I think I respected it more than I outright liked it. If I'm back in front of a classroom in a few years and teaching about modern trends I could see throwing it on my syllabus without a second thought. I do think it could have stood to be a bit more focused on the nature of media, but then that also isn't its primary goal. It's still trying to tell a story about grief first and foremost, though I think it gives short shrift to the boyfriend and sister compared to the boyfriend's friend. Still, I think it's important, which might count for a lot more than being enjoyable. I'm also always down for more innately outlandish media - comics, video games - to scale back into small dramas.
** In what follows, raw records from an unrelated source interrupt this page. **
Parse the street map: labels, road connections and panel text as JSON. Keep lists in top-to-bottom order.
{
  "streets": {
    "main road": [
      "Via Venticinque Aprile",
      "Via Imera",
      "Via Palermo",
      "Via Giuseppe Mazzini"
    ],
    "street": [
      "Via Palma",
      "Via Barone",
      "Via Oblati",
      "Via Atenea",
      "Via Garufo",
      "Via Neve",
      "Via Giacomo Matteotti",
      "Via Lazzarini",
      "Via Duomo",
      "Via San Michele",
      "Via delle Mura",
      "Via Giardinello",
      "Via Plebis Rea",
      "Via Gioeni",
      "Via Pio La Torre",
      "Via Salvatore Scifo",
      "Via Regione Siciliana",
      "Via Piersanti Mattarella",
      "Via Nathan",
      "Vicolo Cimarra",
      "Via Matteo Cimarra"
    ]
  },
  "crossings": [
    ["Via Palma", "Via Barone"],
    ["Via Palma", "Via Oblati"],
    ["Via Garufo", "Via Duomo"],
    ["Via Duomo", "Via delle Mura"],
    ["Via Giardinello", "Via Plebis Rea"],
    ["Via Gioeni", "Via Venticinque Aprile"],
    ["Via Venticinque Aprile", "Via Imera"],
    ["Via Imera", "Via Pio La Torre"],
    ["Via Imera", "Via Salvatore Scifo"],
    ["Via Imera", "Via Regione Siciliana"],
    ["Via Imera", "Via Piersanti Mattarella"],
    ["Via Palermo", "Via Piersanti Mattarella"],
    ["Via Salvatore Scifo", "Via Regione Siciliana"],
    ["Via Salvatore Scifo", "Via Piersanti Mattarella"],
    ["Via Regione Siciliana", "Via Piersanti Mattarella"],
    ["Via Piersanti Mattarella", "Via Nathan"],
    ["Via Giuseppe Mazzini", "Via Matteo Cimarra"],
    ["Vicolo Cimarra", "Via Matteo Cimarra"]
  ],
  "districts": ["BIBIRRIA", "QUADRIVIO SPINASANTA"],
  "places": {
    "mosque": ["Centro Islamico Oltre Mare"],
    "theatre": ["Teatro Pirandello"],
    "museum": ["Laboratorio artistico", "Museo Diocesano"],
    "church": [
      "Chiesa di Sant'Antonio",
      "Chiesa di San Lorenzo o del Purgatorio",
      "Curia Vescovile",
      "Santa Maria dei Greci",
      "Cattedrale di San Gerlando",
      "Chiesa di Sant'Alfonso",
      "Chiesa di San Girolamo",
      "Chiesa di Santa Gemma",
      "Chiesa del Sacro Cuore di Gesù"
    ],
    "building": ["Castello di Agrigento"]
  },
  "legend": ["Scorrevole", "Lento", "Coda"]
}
Basically, it's the sort of thing that's still going to be churning in my brain for a long time, which is how I come to find my favorite media. Weird example, but the Uncharted series did this to me. I was very mixed on the first game, but it just stuck in my head for the longest time and I realized I really loved what it was doing.

I mentioned Severance in that post, and it's doing the same thing to me but at a much quicker rate. I set the book down after reading it, thought it could be something like that, and in thinking about it and talking to people about it in the last few weeks I absolutely adore it.
 

Saphirax

Member
Oct 25, 2017
1,337
Had a great January reading wise. Wish every month could be like that.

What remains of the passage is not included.